Hand gestures for smartphone VR apps using the phone camera. For smartphone VR headsets like Google cardboard or Gear VR, use information about how many fingers in a hand are in front of the headset as input for your VR worlds.
This project uses code from hand_finger_recognition_android project to figure out the pose of the hand. This requires OpenCV. Download OpenCV4Android and install the package manager that comes with it (under /apk) or alternatively you can download it from the play store.
The Android app gives a demo of how the recognition works. First step is to calibrate-- tap on the ImageView where you see your hand. It then starts tracking your hand and updating the finger count on the TextView.
For use with Unity, remove MainActivity.java and change apply plugin: 'com.android.application'
in build.gradle for app to apply plugin: 'com.android.library'
. Make project and Android Studio will generate .aar
packages for the gesture project and the opencv library. Unzip them and copy the two classes.jar files to Assets/Plugins/Android folder. You will also need the jumpchat sdk .jar file. Jumpchat sdk code is used for processing video frames in the background.

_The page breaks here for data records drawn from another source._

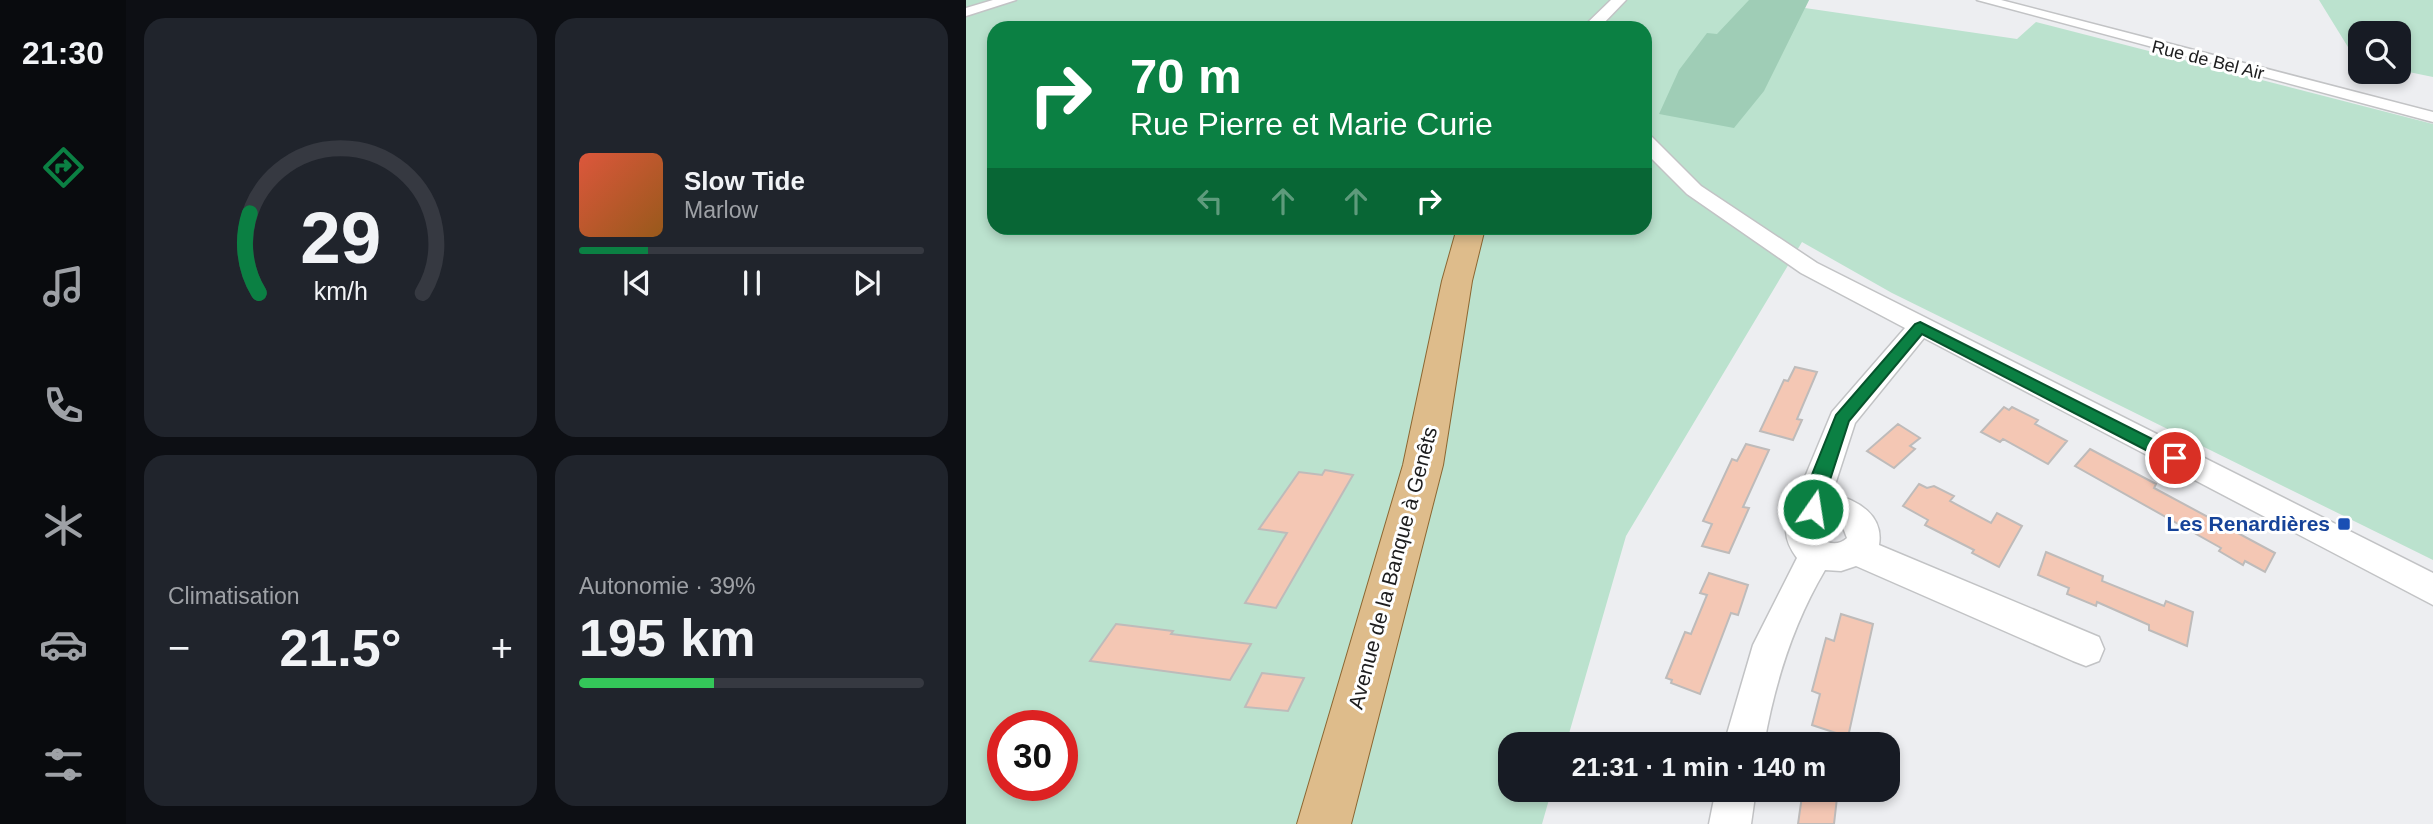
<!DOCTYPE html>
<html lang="fr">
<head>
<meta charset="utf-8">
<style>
  body { margin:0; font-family:Arial,sans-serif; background:#20242c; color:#f1f3f6; height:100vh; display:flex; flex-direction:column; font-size:26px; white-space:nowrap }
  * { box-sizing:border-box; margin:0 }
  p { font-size:23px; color:#9ea1a6 }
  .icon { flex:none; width:38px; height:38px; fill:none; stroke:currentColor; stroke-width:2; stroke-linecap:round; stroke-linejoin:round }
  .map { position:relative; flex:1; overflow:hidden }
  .side { display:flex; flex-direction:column; gap:18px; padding:18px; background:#0d0f14; width:840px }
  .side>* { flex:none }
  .top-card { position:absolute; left:21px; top:21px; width:665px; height:214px; border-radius:21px; box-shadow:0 4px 10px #0003; background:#0b8043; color:#fff; overflow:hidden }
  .controls { position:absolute; left:1382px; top:21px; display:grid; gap:14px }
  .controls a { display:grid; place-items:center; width:63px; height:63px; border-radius:14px; background:#171b24; box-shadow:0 4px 10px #0003; font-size:35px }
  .speed { position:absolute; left:21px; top:710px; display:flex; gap:14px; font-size:35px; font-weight:700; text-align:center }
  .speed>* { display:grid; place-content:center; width:91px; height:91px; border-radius:50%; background:#171b24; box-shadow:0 4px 10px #0003; line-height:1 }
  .speed .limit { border:10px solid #d22; background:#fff; color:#111 }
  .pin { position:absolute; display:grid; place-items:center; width:60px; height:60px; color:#fff; margin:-30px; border:4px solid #fff; border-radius:50%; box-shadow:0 2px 7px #0007 }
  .me { position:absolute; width:77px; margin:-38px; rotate:13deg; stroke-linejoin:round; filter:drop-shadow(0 0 5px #0008) }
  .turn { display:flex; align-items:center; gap:24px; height:147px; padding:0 28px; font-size:32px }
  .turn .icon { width:91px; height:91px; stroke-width:2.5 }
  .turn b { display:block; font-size:49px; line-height:60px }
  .lanes { display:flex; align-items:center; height:66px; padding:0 28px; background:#0003; justify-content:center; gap:35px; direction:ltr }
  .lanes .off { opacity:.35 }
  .big { font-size:52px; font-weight:800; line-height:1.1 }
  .side .widget { flex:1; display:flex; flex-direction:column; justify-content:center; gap:10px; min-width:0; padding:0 24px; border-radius:21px; background:#20242c }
  .side .dial { align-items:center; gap:0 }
  .dial svg { height:182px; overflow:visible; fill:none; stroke:#363941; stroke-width:7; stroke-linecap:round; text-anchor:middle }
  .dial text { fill:#f1f3f6; stroke:none }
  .song { display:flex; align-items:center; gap:21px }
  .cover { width:84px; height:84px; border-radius:10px; background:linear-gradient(135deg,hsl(10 70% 55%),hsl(30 70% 35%)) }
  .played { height:7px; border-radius:4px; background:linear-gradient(90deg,#0b8043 20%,#363941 20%) }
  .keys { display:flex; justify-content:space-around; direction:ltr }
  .heat { display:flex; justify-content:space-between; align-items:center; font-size:38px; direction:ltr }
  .charge { height:10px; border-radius:5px; background:linear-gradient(90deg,#34c759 39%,#363941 0) }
  .side .tiles { flex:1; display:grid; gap:18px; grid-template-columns:repeat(2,1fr) }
  .trip { position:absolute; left:532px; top:732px; width:402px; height:70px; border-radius:21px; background:#171b24; box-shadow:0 4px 10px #0003; font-weight:800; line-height:70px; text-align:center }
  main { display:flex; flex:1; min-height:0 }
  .tabs { display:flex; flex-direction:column; width:126px; justify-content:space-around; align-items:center; background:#090b0e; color:#9ea1a6 }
  .tabs .icon { width:49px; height:49px }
  .tabs .active { color:#0b8043 }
  .tabs b { font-size:32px; color:#f1f3f6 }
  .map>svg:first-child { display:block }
  .green { fill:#bbe2ce; fill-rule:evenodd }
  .forest { fill:#9fcdb6 }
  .building { fill:#f4c7b4; stroke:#bebbba; stroke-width:2 }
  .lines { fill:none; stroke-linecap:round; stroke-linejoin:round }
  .minor-casing { stroke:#c2c3c5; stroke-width:3 }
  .major-casing { stroke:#8c6732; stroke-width:2 }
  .minor { fill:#fff; fill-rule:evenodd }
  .major { fill:#debc8b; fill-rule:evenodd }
  .route { fill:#0b8043; stroke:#07532c; stroke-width:2 }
  .transit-dot { fill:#1a4fb4; stroke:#fff; stroke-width:2.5 }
  .labels { text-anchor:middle; stroke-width:6; stroke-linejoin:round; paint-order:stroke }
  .far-street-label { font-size:18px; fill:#1d1d1e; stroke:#fff }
  .transit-label { font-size:21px; font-weight:bold; fill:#164399; stroke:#fff; text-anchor:end }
  .street-label { font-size:21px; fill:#1d1d1e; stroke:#fff }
</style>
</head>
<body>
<main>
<nav class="tabs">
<b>21:30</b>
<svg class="icon active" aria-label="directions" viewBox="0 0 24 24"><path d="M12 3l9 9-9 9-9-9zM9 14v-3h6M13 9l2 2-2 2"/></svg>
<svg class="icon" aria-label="music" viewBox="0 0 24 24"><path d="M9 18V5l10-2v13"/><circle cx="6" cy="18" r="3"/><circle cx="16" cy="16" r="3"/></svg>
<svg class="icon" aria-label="phone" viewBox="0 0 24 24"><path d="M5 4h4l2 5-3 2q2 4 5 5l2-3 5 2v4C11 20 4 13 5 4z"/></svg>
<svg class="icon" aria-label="climate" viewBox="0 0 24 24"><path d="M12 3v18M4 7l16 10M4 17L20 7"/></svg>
<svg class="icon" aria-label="car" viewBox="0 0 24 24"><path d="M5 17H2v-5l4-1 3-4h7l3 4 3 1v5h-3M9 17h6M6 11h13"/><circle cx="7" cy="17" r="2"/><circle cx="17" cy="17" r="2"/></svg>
<svg class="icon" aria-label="filters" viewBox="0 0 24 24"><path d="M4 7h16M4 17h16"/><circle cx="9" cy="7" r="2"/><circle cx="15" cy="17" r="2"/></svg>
</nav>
<section class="side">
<div class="tiles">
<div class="widget dial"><svg viewBox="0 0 100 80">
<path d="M14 69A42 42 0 1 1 86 69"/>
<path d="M14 69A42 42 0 0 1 10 34" stroke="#0b8043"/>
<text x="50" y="56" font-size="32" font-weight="700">29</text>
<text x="50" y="72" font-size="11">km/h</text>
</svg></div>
<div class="widget">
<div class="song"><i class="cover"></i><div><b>Slow Tide</b><p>Marlow</p></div></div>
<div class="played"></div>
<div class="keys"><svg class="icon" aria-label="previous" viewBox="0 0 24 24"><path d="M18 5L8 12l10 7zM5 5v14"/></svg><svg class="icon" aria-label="pause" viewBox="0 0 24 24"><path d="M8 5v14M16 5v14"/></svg><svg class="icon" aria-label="next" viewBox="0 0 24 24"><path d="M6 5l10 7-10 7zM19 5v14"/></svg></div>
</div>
<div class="widget"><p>Climatisation</p>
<div class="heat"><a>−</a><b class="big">21.5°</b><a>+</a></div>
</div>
<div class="widget"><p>Autonomie · 39%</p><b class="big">195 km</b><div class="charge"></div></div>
</div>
</section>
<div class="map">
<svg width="1467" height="824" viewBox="0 0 1467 824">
  <rect width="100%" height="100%" fill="#edeef1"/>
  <path class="green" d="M 0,0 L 843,0 L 839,8 L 1051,39 L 1070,22 L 1467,124 L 1467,560 L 926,293 L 836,242 L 660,536 L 600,744 L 544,744 L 544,789 L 586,789 L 576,824 L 0,824 ZM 28,28 L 679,28 L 679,228 L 28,228 ZM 37,726 L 96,726 L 96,786 L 37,786 Z
    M 1353,0 L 1467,0 L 1467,77 L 1433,70 L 1433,33 L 1395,33 L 1395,61 L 1390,60 Z"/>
  <path class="forest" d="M 783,0 L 843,0 L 798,91 L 768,128 L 693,114 L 713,70 L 741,33 L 751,34 Z"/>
  <path class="building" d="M 829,367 L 851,372 L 831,419 L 836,420 L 827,440 L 794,431 L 818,380 L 822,381 Z
    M 1038,407 L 1043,410 L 1046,407 L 1072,420 L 1069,424 L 1101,441 L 1082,464 L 1037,439 L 1034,442 L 1015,432 Z
    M 932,424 L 954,438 L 944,446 L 949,449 L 928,468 L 901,451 Z
    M 780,444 L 803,450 L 777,507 L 783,508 L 763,553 L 736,546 L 746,524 L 737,521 L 766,459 L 771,461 Z
    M 1124,449 L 1190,484 L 1188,488 L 1309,553 L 1299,572 L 1279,561 L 1277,565 L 1253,551 L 1255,548 L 1109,466 Z
    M 359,470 L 387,475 L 310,608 L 279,603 L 321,533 L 293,529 L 333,472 L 356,475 Z
    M 953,484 L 961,488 L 968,486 L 988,496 L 984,501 L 1025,523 L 1031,513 L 1056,526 L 1033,567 L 1006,553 L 1008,550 L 959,525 L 962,520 L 937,506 Z
    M 1080,552 L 1137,576 L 1136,581 L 1198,606 L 1200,601 L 1227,612 L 1221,646 L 1183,630 L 1183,625 L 1131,602 L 1130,606 L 1101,594 L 1103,588 L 1072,575 Z
    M 743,573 L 782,585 L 772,615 L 765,613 L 734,694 L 705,683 L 706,680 L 700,678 L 719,632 L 725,634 L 741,595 L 734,593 Z
    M 875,614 L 907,624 L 882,737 L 846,725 L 854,694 L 846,691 L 860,638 L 868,641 Z
    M 150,624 L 207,631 L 205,634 L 285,644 L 264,680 L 124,661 Z
    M 296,673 L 338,678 L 322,711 L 279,707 Z
    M 837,789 L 872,789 L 868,824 L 832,824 Z"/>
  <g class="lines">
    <g class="minor-casing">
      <path id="minor" d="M 27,0 L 50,0 L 0,16 L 0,8 Z
        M 645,0 L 660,0 L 633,28 L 616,28 Z
        M 1011,0 L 1035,0 L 1467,112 L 1467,122 Z
        M 679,135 L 686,137 L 735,186 L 851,263 L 1467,573 L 1467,605 L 958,338 L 889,423 L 866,494 C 892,500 918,515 913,545 L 1133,637 L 1138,649 L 1133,661 L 1120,666 L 1107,661 L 890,566 L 875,571 L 859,570 C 827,624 809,682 798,744 L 758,744 L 787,645 L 831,558 C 817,539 817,526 828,505 L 833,503 L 839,477 L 866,412 L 939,328 L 835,273 L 721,194 L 679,152 ZM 860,519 L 876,525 L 881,538 C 872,546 863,544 853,538 L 850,527 Z
        M 750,789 L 790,789 L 785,824 L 743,824 Z"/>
    </g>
    <g class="major-casing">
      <path id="major" d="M 491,228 L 519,228 L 506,281 L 477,465 L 385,824 L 331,824 L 437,465 L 476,281 Z"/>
    </g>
    <use href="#minor" class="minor"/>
    <use href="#major" class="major"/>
  </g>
  <path class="route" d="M 954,322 L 1214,453 L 1217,458 L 1209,464 L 1203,462 L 956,334 L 883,421 L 853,514 L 841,514 L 838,509 L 845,477 L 870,415 L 949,324 Z"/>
  <rect class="transit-dot" x="1371" y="517" width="14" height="14" rx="3.5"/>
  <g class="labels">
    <g class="far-street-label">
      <text transform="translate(1242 60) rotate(14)" y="6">Rue de Bel Air</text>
    </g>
    <g class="transit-label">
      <text x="1364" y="531">Les Renardières</text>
    </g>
    <g class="street-label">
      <text transform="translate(427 568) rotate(-75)" y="7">Avenue de la Banque à Genêts</text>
    </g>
  </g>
</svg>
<div class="controls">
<a><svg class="icon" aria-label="search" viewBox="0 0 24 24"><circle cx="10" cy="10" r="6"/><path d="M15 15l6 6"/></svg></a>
</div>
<div class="speed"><div class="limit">30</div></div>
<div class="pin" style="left:1209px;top:458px;background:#d93025"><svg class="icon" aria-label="arrive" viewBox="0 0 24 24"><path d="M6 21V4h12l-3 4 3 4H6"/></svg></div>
<svg class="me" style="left:847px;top:509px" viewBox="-20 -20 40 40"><circle r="17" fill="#0b8043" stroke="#fff" stroke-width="3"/><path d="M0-11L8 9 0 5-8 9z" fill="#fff"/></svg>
<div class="trip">21:31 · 1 min · 140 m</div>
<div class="top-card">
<div class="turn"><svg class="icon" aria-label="right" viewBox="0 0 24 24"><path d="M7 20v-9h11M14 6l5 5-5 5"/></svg><div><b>70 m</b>Rue Pierre et Marie Curie</div></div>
<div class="lanes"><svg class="icon off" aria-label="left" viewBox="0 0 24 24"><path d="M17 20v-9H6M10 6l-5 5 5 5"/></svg><svg class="icon off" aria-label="ahead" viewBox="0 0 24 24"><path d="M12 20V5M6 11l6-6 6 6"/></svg><svg class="icon off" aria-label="ahead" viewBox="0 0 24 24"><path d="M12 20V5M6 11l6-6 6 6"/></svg><svg class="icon" aria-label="right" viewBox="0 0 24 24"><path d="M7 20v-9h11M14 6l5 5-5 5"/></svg></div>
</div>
</div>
</main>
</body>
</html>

If you used OpenCV package manager from Play Store, it's probably got the 64-bit version of the openCV shared library object. But Unity builds 32-bit apks. So you'll have to install the 32-bit version manually (like armeabi-v7a) by installing the 32-bit package manager apk from OpenCV4Android package.
To access the gesture recognition engine from Unity, use the static class VividVRPlugin that calls into the respective Java class.
This project was built at /hack for the Gear VR. We used the recognition engine in a demo where opening your hand pushed an object.